## Introduction  
Now that we've run the model locally with one month of data, we'd like to build the model using multiple months. The total data *zipped* is about ~10GB, but unzipped it will be much more. We can serialize the data to a Pandas dataframe but most likely it will throw memory issues depending on the machine you have. We want to write code for one month, locally, using PySpark then migrate the code to run on EMR, and take multiple unzipped files.

## Objectives  
* Migrate the model using PySpark to fully utilize distributed computing resource

First, use the boto3 client to set up the s3 resource then check if the file exists in your bucket. If it doesn't exist, you might have to upload it. You can skip this step for now, but will be helpful for the next lab, where you'll be pulling the data from the S3 bucket.

In [2]:
!pip install pyspark



In [3]:
import boto3
from pyspark.sql import SparkSession
#solution


In [4]:
spark = SparkSession \
    .builder \
    .appName("XGBoost") \
    .getOrCreate()

In [5]:
# path could be local or boto3
path = "C:/Users/takinlabi/Downloads/archive/2019-Nov.csv"
df = spark.read.csv(path=path, header="true", inferSchema="true")

In [6]:
display(df)

DataFrame[event_time: string, event_type: string, product_id: int, category_id: bigint, category_code: string, brand: string, price: double, user_id: int, user_session: string]

In [7]:
#df.cache()

### How many unique customers?

In [8]:
# solution
visitor = df["user_id"].nunique()
print("visitors: {}".format(visitor))

TypeError: 'Column' object is not callable

### Preprocess the data

Using the logic from the previous lab, use pyspark functions to explore the dataset.

# Modeling: Cart Abandonment

The model will be similar - let's build out the new features then start building the model.

In [None]:
# solution for additional columns/features

In [28]:
# df should be the dataframe with additional columns/features
train, test = df.randomSplit([0.7, 0.3], seed = 42)
print("There are %d training examples and %d test examples." % (train.count(), test.count()))

ERROR:py4j.java_gateway:An error occurred while trying to connect to the Java server (127.0.0.1:60287)
Traceback (most recent call last):
  File "c:\Users\takinlabi\anaconda3\envs\spark-env\lib\site-packages\py4j\java_gateway.py", line 977, in _get_connection
    connection = self.deque.pop()
IndexError: pop from an empty deque

During handling of the above exception, another exception occurred:

Traceback (most recent call last):
  File "c:\Users\takinlabi\anaconda3\envs\spark-env\lib\site-packages\py4j\java_gateway.py", line 1115, in start
    self.socket.connect((self.address, self.port))
ConnectionRefusedError: [WinError 10061] No connection could be made because the target machine actively refused it


Py4JNetworkError: An error occurred while trying to connect to the Java server (127.0.0.1:60287)

Most MLlib algorithms require a single input column containing a vector of features and a single target column.

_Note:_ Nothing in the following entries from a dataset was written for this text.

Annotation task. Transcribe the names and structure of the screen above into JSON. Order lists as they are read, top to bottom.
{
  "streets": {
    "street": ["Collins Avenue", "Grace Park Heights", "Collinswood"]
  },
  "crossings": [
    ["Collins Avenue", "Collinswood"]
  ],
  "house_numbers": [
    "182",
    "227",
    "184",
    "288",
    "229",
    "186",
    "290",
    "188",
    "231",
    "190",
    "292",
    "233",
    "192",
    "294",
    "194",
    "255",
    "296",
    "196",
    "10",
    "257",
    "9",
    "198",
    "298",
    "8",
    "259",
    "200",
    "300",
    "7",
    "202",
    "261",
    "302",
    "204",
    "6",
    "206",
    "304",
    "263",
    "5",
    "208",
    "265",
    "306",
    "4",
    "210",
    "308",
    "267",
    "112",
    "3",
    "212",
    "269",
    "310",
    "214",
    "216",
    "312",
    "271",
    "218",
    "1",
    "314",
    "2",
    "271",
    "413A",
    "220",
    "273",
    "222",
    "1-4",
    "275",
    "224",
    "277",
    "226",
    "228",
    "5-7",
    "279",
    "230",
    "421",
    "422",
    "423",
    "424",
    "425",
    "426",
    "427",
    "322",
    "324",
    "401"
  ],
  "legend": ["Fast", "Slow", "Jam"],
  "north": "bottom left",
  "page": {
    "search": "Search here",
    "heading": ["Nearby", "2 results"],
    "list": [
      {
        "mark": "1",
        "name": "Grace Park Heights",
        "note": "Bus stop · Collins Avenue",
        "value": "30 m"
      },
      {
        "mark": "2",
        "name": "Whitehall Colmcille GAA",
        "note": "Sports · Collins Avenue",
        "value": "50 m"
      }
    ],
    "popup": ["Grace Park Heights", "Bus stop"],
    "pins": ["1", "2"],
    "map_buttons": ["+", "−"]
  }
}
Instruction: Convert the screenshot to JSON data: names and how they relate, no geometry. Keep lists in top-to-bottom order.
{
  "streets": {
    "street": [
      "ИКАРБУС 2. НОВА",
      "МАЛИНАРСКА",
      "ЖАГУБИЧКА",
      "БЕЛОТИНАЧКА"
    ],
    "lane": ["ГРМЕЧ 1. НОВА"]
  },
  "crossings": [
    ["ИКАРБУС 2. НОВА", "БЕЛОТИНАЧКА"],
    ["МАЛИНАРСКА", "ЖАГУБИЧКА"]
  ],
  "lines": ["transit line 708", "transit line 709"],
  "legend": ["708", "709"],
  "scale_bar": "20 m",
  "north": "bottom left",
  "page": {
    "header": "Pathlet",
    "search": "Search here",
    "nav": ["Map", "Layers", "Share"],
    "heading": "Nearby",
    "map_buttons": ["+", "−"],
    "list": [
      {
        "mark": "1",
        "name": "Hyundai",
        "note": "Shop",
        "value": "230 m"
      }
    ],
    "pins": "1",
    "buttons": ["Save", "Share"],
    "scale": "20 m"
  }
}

The DataFrame currently has one column for each feature. MLlib provides functions to help you prepare the dataset in the required format.

MLlib pipelines combine multiple steps into a single workflow, making it easier to iterate as you develop the model.

In this example, you create a pipeline using the following functions:

- VectorAssembler: Assembles the feature columns into a feature vector.
- VectorIndexer: Identifies columns that should be treated as categorical. This is done heuristically, identifying any column with a small number of distinct values as categorical. In this example, the cart abandonment feature would be categorical (0 or 1)
- XgboostRegressor: Uses the XgboostRegressor estimator to learn how to predict rental counts from the feature vectors.
- CrossValidator: The XGBoost regression algorithm has several hyperparameters. This notebook illustrates how to use hyperparameter tuning in Spark. This capability automatically tests a grid of hyperparameters and chooses the best resulting model.

In [29]:
from pyspark.ml.feature import VectorAssembler, VectorIndexer
 
# Remove the target column from the input feature set.
featuresCols = df.columns
# featuresCols.remove('your target column')
 
# vectorAssembler combines all feature columns into a single feature vector column, "rawFeatures".
vectorAssembler = VectorAssembler(inputCols=featuresCols, outputCol="rawFeatures")
 
# vectorIndexer identifies categorical features and indexes them, and creates a new column "features". 
vectorIndexer = VectorIndexer(inputCol="rawFeatures", outputCol="features", maxCategories=4)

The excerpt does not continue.